=== What needs to be done ===
Scan the records below for the word "lines". Copy each line where it appears.

=== Entries provided ===
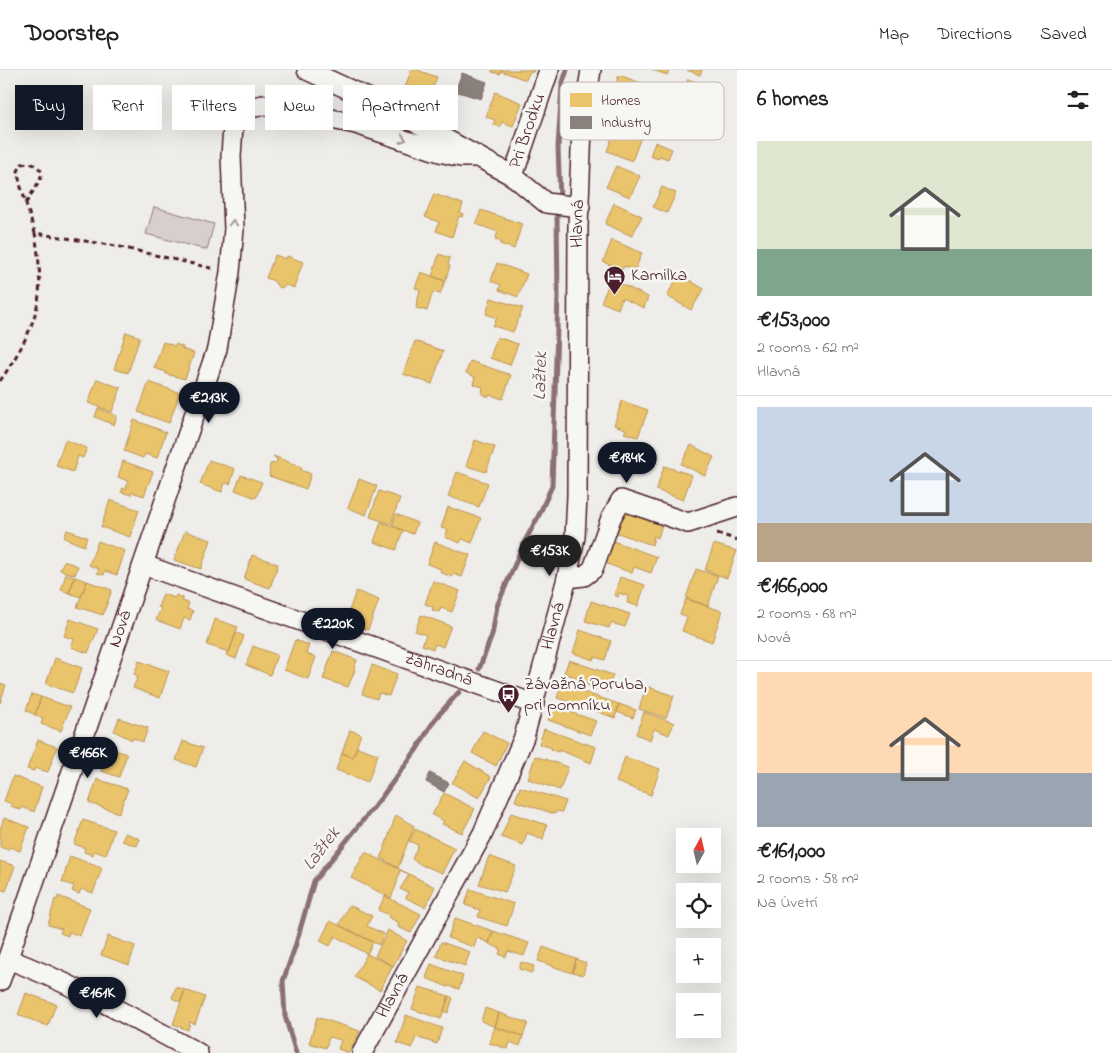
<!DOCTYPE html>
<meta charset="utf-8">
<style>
:root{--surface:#fff;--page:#f6f6f6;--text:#202124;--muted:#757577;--line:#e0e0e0;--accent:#111827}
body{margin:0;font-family:"Indie Flower",sans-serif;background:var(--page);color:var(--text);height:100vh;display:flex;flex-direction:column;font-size:19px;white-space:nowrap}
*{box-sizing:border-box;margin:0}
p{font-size:16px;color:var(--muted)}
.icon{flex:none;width:28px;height:28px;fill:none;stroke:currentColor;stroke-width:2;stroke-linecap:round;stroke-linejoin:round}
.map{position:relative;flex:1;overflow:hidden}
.details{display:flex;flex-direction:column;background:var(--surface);width:375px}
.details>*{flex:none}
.guide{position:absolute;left:15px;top:15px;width:475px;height:45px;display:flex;gap:10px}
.needle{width:32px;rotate:8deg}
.fabs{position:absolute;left:676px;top:758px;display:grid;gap:10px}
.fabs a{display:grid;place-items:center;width:45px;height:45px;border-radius:0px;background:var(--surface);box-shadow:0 5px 20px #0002;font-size:25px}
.price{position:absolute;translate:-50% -42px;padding:0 11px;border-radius:18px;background:var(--accent);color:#fff;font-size:16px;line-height:32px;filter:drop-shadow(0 1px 2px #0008)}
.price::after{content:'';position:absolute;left:50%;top:30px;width:15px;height:11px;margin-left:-8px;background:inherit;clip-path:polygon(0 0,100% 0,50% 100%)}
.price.selected{background:#222;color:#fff}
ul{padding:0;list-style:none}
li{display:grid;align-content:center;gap:10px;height:265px;padding:0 20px}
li+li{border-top:1px solid var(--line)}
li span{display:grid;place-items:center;height:155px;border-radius:0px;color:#555}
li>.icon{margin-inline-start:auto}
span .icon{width:90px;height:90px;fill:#fffc;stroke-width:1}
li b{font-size:21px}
h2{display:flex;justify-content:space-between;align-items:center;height:60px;padding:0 20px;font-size:21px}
.tag{padding:0 18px;border-radius:0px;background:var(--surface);box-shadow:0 5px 20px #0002;font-size:18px;line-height:45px}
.tag.selected{background:var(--accent);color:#fff}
header{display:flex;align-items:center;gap:30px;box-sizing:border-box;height:70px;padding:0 25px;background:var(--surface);border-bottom:1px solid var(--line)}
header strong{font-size:24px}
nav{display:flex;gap:28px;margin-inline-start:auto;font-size:18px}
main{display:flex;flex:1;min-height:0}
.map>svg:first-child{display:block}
.green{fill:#d7cfce;stroke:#90777c}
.homes{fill:#e9c46a;stroke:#b99257}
.industry{fill:#8a817c;stroke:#776464}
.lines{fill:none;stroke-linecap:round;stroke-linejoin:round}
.stream{stroke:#8a6f74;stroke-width:5}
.minor-casing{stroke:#4a1f2b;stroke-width:22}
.path{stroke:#4a1f2b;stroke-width:3;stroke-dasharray:5 4;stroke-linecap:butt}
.minor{stroke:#f6f6f2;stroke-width:19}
.oneway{stroke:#a99598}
.labels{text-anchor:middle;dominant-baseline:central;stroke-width:5;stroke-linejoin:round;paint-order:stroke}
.street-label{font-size:18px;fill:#4a1f2b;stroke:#f6f6f2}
.poi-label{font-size:18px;fill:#4a1f2b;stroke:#f6f6f2;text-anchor:start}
.water-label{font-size:19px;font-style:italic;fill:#6f4e56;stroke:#f6f6f2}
.key{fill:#f6f6f2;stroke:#c2b6b6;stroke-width:1}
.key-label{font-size:14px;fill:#4a1f2b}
</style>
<header>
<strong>Doorstep</strong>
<nav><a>Map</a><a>Directions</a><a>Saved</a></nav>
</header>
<main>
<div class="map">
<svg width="737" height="983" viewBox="0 0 737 983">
<rect width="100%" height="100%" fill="#efedea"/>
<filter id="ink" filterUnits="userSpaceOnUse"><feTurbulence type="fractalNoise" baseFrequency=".02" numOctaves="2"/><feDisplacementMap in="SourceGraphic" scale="10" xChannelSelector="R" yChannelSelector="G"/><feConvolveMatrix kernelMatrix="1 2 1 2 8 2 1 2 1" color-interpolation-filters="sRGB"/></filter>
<g filter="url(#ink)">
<!-- green -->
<path class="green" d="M154,137L214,154L207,180L146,164Z"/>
<!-- homes -->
<path class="homes" d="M411,0H417L437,7L430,26L405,18Z
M492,0H534L533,2L529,3L526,10L501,1L500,4L492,2Z
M653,0H670L667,5Z
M687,0H702L700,5Z
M619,5L644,14L635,36L623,32L622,35L610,30Z
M688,9L707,17L700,36L681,28Z
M495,22L522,33L513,56L502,52L500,57L493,54L495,50L486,47Z
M616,57L641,67L632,91L607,81Z
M655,72L672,79L668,89L659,86L658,89L650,86Z
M616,96L640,106L630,127L606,117Z
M662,117L676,123L667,143L653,137Z
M434,124L463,134L460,143L463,144L462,147L459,146L452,167L436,161L439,152L425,147Z
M614,133L642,146L632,166L605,154Z
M481,140L522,154L514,179L500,174L501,171L495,169L498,162L476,154Z
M612,170L642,183L635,200L624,196L622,200L603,192Z
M439,184L450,188L448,195L450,196L445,211L432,206Z
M275,185L286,189L287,186L303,192L294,218L286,215L281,218L277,216L274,211L266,208Z
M497,193L527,204L518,227L499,220L501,215L491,211Z
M421,202L445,211L440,224L433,222L427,241L416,238L420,220L415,218Z
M679,204L704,219L691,240L667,226Z
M611,209L648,227L644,238L622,228L618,239L601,232Z
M491,228L523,238L513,262L493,256L497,248L486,244Z
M126,262L140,267L128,303L114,299Z
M497,267L518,274L510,295L490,288Z
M415,271L443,281L432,314L403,304Z
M163,272L175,276L176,274L183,277L182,279L194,283L185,309L166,304V302L154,298Z
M470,291L511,305L503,329L490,325L489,327L482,324L483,317L473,314L475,307L466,303Z
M97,309L121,318L112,342L88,333Z
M149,312L180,323L169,353L138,342Z
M622,331L648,340L638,367L624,363L626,359L614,355Z
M98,338L117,346L114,355L95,347Z
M134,350L166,362L157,388L145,384L143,388L124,381Z
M65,370L87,378L83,388L78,386L73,402L56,396Z
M475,370L495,377L486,402L466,396Z
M691,375L714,387L705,406L681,394Z
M273,386L302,397L301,400L311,404L306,419L269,406L270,394L276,393L277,389Z
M209,390L235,399L230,414L225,413L222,422L200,414Z
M123,391L153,402L144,426L132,422L131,425L121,422L123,418L126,419L128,411L118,407Z
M664,396L692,405L683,430L656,420Z
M457,402L488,413L479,437L448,426Z
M241,405L262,412L256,428L235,420Z
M359,409L377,416L366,445L348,438Z
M379,421L400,428L391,454L370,447Z
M110,430L139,440L130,467L101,457Z
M448,437L481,448L472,473L462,469L460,473L445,467L448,460L441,458Z
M623,441L662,454L658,468L654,466L652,475L615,462Z
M396,444L417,453L413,464L392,456Z
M381,452L403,460L396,480L374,472Z
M67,460L87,467L84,476L64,468Z
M185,461L211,470L201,499L174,490Z
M98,471L125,481L117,505L105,501L104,505L97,503L99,499L89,495Z
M613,471L657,487L651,503L634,497L632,503L607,494Z
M435,472L470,485L462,507L453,504L452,507L440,502L441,499L427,494Z
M714,474L737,481L727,508L705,500Z
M252,485L278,494L270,518L244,509Z
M64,491L78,496L75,505L60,500Z
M696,499L718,506L708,536L686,528Z
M66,504L75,507L69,523L61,520Z
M75,507L87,511L81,527L69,523Z
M620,507L645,515L638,536L627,533L628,526L619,523L618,527L614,525Z
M87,511L112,520L103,545L77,537Z
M433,511L460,521L452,542L441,538L439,542L432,540L433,537L425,534Z
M356,521L379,530L368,560L345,552Z
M163,524L175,528L176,525L183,528L182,531L189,533L187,539L193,541L190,550L184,548L180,559L156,550L161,538L158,537Z
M686,529L722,541L712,572L682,561L687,547L680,544Z
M591,531L630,544L625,557L611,553L609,558L585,551Z
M421,545L451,556L443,577L435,574L433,579L422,575L426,565L415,561Z
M70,549L98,559L88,583L71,577L74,569L64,566Z
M215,549L238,557L229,582L207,575Z
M580,560L611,571L605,590L594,587L593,590L573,583Z
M236,563L244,566L236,589L226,585L227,582H229Z
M295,570L309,575L306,584L316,587L308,609L284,600Z
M253,576L277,585L270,605L246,595Z
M333,581L357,590L354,599L355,600L348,617L323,609Z
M55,588L82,598L73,623L46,614Z
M569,590L613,605L607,622L576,611L577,608L564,603Z
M139,591L169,601L160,628L133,618L138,606L134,604Z
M372,595L397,604L389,626L379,623L377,629L362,624Z
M0,613L6,615L0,633Z
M561,614L592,625L587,638L557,628Z
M646,616L674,626L666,648L639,639Z
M32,624L41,627L35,645L26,640Z
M592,625L619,634L615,648L587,638Z
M41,627L70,637L61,661L41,654L43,648L35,645Z
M619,634L636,640L633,648L617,642Z
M553,636L596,651L590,665L548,650Z
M644,642L674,653L669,665L654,659L650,670L636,664Z
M119,648L148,658L143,672L133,668L132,670L114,661Z
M544,659L596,677L591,693L559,680V682L551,680L552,678L539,674Z
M350,660L361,664L353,687L342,683Z
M483,661L507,673L496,696L472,683Z
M38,670L57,677L48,702L35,698L34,701L27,699Z
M183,671L203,678L196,697L176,690Z
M357,677L378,684L368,712L336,700L342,683L353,687Z
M108,678L127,684L119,707L101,701Z
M535,686L568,697L560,720L528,709Z
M625,687L660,699L651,725L616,712Z
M465,691L491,707L479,728L452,713Z
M13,706L42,717L34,742L22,737L21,740L11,736L12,734L4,731Z
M97,709L128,719L119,743L89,733Z
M520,717L566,731L562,742L557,741L555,744L515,731Z
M444,723L475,739L462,763L442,754L444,751L432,745Z
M511,743L547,755L543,769L527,763L523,775L501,767Z
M396,745L414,756L398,798L381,788Z
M4,748L29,757L20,781L9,777L8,780L0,777V759Z
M83,750L114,760L106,785L94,781L93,785L84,782L85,778L74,774Z
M415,759L455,778L442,803L425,796V797L412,789L418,775L409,771Z
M125,763L140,769L137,776L122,771Z
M365,782L435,817L425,837L406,828L408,822L400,819L409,805L400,800L396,816L391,828L351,808Z
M70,786L102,798L93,823L81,819L79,824L72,821L74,816L62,812Z
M489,786L516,796L505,822L479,814Z
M0,791L15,796L6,821L0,819Z
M470,819L514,834L507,856L478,847L480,840L465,835Z
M58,826L90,838L80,866L69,862L68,866L60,863L62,859L48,855L55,829L57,830Z
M385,826L421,844L411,863L398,857L399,853L388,847L389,845L378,840Z
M349,835L372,846L367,856L384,864L379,875L339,855Z
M455,848L493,861L489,873L477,868L474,877L448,868Z
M330,851L373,872L367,884L335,866L330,876L320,871Z
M388,860L407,871L393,896L375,886Z
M493,861L529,873L524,886L508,881L506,887L499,884L501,879L489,874Z
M108,866L135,876L129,895L101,885Z
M441,872L470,882L465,896L436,886Z
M543,877L576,889L572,903L538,891Z
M367,884L393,896L380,920L354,907Z
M576,889L586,893L583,905L573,902Z
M521,892L534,896L532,903L519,899Z
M431,894L463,906L459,919L449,916L448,917L426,908Z
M176,917L185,920L180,932L172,928Z
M420,917L449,926L441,949L412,939Z
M185,920L205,927L195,954L190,952L188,960L173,954Z
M26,923L56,934L48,956L18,945Z
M449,926L453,928L448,943L444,941Z
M485,938L499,943L495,957L481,951Z
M499,943L528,953L523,966L495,957Z
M406,945L442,958L437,974L416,967L412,978L397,973Z
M317,947L360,961L349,983L338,979L341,970L329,967L326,978L309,973Z
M495,957L523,966L520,976L510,972L508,979L489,973Z"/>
<!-- industry -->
<path class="industry" d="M462,3L487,12L481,29L455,21Z
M430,703L449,713L444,722L426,712Z"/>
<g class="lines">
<!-- stream -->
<path class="stream" d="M479,599L492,565L497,536L524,473L539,445L552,416L558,226L557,143L560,130L558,77L562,15L567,0
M296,983L285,946L283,911L295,877L314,811L381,728L417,679L435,649L459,622"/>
<defs>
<g id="minor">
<path d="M307,0L385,36L513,106"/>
<path d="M549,0L513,106L546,133L580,137"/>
<path id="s1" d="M144,495L534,634"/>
<path d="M567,508L584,506L593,499L611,448L621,430L688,453L737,437"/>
<path d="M8,889C74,914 136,950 198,983"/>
<path id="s2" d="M0,911L217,279L230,202L234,159L231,86L234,42L263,35L282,39L356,54L440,82L461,87H478"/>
<path id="s3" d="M362,983L483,763L524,667L567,508L575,467L577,426L578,156L582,57L591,0"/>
</g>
</defs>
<!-- minor casing -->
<use href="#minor" class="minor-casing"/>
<!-- path -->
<path class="path" d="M26,133L40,110L42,102C36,94 31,92 22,94L18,101L20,114L35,163
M0,311C18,285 36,255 39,224C41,203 38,183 35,163L116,176L215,199
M717,463L737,470"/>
<!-- minor -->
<use href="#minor" class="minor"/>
</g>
<!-- one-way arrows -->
<defs><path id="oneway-chevron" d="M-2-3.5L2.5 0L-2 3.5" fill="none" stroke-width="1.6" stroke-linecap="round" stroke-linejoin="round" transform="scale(1.25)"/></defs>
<g class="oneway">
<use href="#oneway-chevron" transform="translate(403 69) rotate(18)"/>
<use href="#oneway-chevron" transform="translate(233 153) rotate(-90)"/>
</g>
</g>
<!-- icons -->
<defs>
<symbol id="hotel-pin" viewBox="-11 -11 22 30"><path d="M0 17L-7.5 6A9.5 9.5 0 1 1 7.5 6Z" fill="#4a1f2b" stroke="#f6f6f2"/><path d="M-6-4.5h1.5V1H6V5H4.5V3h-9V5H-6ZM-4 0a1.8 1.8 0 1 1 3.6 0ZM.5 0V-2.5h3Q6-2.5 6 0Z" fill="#fff"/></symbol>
<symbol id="bus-pin" viewBox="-11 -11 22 30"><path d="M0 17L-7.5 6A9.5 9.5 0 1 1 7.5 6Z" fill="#4a1f2b" stroke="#f6f6f2"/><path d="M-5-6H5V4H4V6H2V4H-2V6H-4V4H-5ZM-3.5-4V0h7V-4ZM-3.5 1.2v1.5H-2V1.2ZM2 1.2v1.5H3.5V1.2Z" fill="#fff"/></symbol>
</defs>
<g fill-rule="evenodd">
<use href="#hotel-pin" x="602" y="194" width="25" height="34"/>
<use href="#bus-pin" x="496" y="612" width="25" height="34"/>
</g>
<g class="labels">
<!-- street labels -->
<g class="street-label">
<text transform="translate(528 61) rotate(-71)">Pri Brodku</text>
<text stroke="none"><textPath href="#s3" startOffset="875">Hlavná</textPath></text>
<text stroke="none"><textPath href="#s3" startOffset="470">Hlavná</textPath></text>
<text stroke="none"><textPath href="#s2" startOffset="372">Nová</textPath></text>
<text stroke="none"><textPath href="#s1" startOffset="312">Záhradná</textPath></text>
<text stroke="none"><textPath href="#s3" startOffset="65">Hlavná</textPath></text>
</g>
<!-- poi labels -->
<g class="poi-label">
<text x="631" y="206">Kamilka</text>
<text x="524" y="615">Závažná Poruba,<tspan x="524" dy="21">pri pomníku</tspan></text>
</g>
<!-- water labels -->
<g class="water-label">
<text transform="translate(541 306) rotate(-88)">Lažtek</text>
<text transform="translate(322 779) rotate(-53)">Lažtek</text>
</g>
</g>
<!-- legend -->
<rect x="560" y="12" width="164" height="58" rx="8" class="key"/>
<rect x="570" y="23" width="22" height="14" fill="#e9c46a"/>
<rect x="570" y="46" width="22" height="13" fill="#8a817c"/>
<g class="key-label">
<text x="601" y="35">Homes</text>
<text x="601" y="57">Industry</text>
</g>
</svg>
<div class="fabs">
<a><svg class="needle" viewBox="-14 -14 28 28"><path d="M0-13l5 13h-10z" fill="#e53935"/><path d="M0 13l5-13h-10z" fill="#757577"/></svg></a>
<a><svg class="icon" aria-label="locate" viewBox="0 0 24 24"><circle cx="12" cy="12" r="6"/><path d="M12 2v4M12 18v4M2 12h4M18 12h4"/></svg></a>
<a>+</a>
<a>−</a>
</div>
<b class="price" style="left:209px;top:354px">€213K</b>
<b class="price" style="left:627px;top:414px">€184K</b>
<b class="price selected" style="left:550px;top:507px">€153K</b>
<b class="price" style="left:333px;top:580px">€220K</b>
<b class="price" style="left:88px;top:709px">€166K</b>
<b class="price" style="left:97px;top:949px">€161K</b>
<div class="guide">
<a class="tag selected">Buy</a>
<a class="tag">Rent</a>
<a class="tag">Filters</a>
<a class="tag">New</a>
<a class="tag">Apartment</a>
</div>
</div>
<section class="details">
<h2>6 homes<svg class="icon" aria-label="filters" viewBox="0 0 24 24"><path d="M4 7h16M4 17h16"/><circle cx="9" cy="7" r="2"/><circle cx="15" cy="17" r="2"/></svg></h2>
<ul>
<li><span style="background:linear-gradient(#dfe7d0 70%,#7fa58c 0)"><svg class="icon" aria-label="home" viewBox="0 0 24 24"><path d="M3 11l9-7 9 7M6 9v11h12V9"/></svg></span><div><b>€153,000</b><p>2 rooms · 62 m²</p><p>Hlavná</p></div></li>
<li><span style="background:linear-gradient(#c9d6e8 75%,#b9a48a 0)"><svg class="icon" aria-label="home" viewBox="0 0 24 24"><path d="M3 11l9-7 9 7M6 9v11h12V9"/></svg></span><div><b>€166,000</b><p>2 rooms · 68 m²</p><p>Nová</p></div></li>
<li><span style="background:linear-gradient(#ffd9b3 65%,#9aa5b1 0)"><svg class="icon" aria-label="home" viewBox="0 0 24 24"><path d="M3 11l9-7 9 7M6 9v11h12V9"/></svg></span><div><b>€161,000</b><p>2 rooms · 58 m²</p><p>Na Úvetrí</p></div></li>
</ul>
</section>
</main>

=== Your response ===
.lines{fill:none;stroke-linecap:round;stroke-linejoin:round}
<g class="lines">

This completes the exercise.